Charlie Chan: Haus ohne Schlüssel

Earl Biggers

 Wer sich heute objektiv mit Charlie Chan und seinen Kriminalfällen beschäftigt, wird in erster Linie staunend den gewaltigen Unterschied zwischen den diversen Verfilmungen – dabei spielt es keine Rolle, wer den chinesischen Detektiv in seinem markanten weißen Anzug spielt – und den insgesamt nur sechs Romanen, die der kurz vor seinem fünfzigsten Geburtstag verstorbene Earl Derr Bigger verfasst hat, bemerken.

Es empfiehlt sich vor der Lektüre der ersten Charlie Chan Romane, etwas von Biggers Leben zu erfahren. Schon 1917 schrieb er als Romandebüt den unzählige Male verfilmten Band „Seven Keys to Baldplate“. Auch wenn das Buch heute vergessen erscheint, erinnern Adaptionen wie Pete Walkers „House of the long Shadows“ an die kurzweilig zu lesende Geschichte. In der Folge arbeitete Bigger nicht nur an einigen weiteren Romanen, sondern zahlreichen Theaterstücken, bevor er sich kurzzeitig nach Hawaii zur Erholung zurückzog. 

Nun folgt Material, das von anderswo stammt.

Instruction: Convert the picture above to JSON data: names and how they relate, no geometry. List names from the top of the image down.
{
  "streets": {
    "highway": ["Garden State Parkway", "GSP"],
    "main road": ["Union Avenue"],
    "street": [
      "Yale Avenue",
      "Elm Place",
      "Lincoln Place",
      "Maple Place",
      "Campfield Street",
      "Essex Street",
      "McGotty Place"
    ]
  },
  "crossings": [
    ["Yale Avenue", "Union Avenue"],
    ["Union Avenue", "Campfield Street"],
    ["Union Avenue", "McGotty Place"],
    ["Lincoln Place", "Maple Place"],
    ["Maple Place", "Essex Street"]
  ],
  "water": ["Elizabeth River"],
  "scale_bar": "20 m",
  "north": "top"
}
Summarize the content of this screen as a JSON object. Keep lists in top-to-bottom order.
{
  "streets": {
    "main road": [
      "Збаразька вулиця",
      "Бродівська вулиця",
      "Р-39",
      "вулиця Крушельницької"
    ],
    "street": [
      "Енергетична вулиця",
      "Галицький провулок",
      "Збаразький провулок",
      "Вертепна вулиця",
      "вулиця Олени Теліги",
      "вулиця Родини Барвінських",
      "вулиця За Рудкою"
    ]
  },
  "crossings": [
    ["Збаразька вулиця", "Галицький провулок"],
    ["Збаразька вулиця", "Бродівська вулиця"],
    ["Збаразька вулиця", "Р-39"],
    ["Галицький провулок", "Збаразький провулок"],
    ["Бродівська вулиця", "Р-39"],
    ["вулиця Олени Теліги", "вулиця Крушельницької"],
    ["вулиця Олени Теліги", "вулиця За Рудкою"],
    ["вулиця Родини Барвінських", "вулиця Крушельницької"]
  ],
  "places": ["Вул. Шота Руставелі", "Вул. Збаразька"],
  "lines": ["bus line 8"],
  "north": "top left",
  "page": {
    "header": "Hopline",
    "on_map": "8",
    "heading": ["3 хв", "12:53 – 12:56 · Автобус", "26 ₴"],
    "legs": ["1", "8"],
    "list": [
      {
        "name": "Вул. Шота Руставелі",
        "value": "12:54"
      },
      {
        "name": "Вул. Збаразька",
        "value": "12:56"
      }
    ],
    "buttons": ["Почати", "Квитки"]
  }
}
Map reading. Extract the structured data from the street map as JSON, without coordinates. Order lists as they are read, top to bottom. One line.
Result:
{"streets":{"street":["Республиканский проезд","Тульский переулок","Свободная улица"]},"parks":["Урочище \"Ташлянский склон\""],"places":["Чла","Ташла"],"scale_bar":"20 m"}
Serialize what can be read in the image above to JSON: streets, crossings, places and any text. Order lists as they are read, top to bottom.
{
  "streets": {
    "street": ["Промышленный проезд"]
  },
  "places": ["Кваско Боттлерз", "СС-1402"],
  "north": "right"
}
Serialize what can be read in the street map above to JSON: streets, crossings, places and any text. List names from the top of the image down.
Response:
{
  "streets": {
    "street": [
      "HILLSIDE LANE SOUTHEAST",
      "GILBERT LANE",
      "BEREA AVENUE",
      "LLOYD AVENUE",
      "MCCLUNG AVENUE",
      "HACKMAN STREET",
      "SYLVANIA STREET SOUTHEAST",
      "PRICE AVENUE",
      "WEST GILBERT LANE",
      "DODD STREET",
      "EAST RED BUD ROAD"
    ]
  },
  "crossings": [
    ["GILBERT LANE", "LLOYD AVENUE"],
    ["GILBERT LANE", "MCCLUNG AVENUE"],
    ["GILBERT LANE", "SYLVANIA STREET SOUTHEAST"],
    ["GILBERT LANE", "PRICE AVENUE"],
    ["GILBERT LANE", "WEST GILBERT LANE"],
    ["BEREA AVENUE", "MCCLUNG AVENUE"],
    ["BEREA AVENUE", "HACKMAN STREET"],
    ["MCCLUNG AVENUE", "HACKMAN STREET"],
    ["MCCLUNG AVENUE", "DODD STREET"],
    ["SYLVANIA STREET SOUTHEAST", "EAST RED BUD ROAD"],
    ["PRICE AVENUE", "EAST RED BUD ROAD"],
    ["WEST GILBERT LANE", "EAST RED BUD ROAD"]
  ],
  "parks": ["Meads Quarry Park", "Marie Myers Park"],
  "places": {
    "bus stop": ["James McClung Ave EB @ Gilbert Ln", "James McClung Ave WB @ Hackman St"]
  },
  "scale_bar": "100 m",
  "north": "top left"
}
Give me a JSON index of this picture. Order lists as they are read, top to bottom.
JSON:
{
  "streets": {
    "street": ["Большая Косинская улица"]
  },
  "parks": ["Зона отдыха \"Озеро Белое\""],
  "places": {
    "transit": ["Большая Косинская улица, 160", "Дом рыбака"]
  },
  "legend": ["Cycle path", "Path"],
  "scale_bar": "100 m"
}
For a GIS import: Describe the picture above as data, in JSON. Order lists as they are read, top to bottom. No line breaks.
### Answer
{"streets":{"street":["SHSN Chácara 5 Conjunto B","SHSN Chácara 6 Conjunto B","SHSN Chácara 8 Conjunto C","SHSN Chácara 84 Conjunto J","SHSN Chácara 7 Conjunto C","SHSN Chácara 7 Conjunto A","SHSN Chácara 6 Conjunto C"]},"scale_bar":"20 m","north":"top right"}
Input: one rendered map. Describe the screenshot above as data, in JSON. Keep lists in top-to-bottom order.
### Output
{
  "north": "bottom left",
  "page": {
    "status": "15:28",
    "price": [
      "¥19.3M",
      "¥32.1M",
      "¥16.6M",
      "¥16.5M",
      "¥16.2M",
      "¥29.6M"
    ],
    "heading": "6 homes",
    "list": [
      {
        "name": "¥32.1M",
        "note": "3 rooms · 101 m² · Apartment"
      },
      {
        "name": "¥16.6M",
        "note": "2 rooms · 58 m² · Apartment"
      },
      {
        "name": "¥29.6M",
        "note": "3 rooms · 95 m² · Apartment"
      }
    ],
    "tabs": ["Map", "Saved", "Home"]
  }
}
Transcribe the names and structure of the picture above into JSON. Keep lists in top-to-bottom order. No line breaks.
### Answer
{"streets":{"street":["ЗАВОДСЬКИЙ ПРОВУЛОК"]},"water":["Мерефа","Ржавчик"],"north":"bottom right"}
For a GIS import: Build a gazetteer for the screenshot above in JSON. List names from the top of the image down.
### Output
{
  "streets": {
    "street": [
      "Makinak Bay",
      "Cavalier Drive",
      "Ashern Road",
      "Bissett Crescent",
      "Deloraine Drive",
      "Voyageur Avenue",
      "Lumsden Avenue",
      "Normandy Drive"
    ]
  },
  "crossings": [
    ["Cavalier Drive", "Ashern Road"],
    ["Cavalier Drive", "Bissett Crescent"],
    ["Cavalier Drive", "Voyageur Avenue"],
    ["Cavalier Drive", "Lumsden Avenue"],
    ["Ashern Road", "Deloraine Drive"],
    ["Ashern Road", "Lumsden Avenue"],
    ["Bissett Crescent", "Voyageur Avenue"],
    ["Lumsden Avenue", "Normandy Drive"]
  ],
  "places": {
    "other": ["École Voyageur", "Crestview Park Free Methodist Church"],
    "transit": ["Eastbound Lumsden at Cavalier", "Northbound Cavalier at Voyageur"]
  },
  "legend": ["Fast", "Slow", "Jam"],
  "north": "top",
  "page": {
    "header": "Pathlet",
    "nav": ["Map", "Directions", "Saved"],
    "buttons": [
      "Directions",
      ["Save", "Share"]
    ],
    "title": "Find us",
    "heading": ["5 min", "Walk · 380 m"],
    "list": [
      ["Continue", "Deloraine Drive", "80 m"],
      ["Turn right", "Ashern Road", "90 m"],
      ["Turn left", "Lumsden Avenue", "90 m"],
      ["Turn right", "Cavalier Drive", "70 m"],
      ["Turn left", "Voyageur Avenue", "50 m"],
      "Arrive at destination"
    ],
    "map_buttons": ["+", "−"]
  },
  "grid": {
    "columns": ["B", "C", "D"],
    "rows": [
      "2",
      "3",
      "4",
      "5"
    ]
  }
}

Hier stieß er auf die reale Geschichte eines Angestellten der örtlichen Polizei mit chinesischen Wurzeln und entwickelte noch sehr eng an den Sherlock Holmes Geschichten mit einem starken Bezug zur Vergangenheit des Opfers den chinesischen Detektiv Charlie Chan, der zur Überraschung der Leser in vielen der sechs Arbeiten stetig als Katalysator arbeitet, aber selten das dominierende Element ist. Im vorliegenden ersten Buch muss er nicht nur dem langen Schatten seines Vorgesetzten und dessen nicht immer nachvollziehbarer Denkweise folgen, die wichtigsten ermittlungstaktischen Aktionen teilt er sich im wahrsten Sinne des Wortes mit einem Amateur, der nichts lieber machen würde, als wieder in seinem heimischen Boston an seinem Schreibtisch zu sitzen und festverzinsliche Anleihen für seine Kunden aufzulegen. Bigger geht in seinem nicht unbedingt umfangreichen, aber atmosphärisch sehr beeindruckenden Plot geschickt vor. Aus heutiger Sicht wirkt die zugrundeliegende Liebesgeschichte mit dem theatralischen Ende und dem jungen John Quincy Winterslip, der auf Hawaii das Leben kennenlernt, antiquiert und teilweise zieht sie sich zur sehr in die Länge. Natürlich könnte sie als Alibi dazu dienen, wie sehr Hawaii die Menschen verzaubern könnte, denn von Beginn an sieht sich John Quincy eher als Opfer der Familie, die durch ihn die immer noch attraktive Tanta Minerva aus Hawaii abholen lassen möchte, die anfänglich bei Verwandten inzwischen keine Energie oder Muße mehr hat, die Insel zu verlassen. Quincy sieht sich dabei eher als Pragmatiker.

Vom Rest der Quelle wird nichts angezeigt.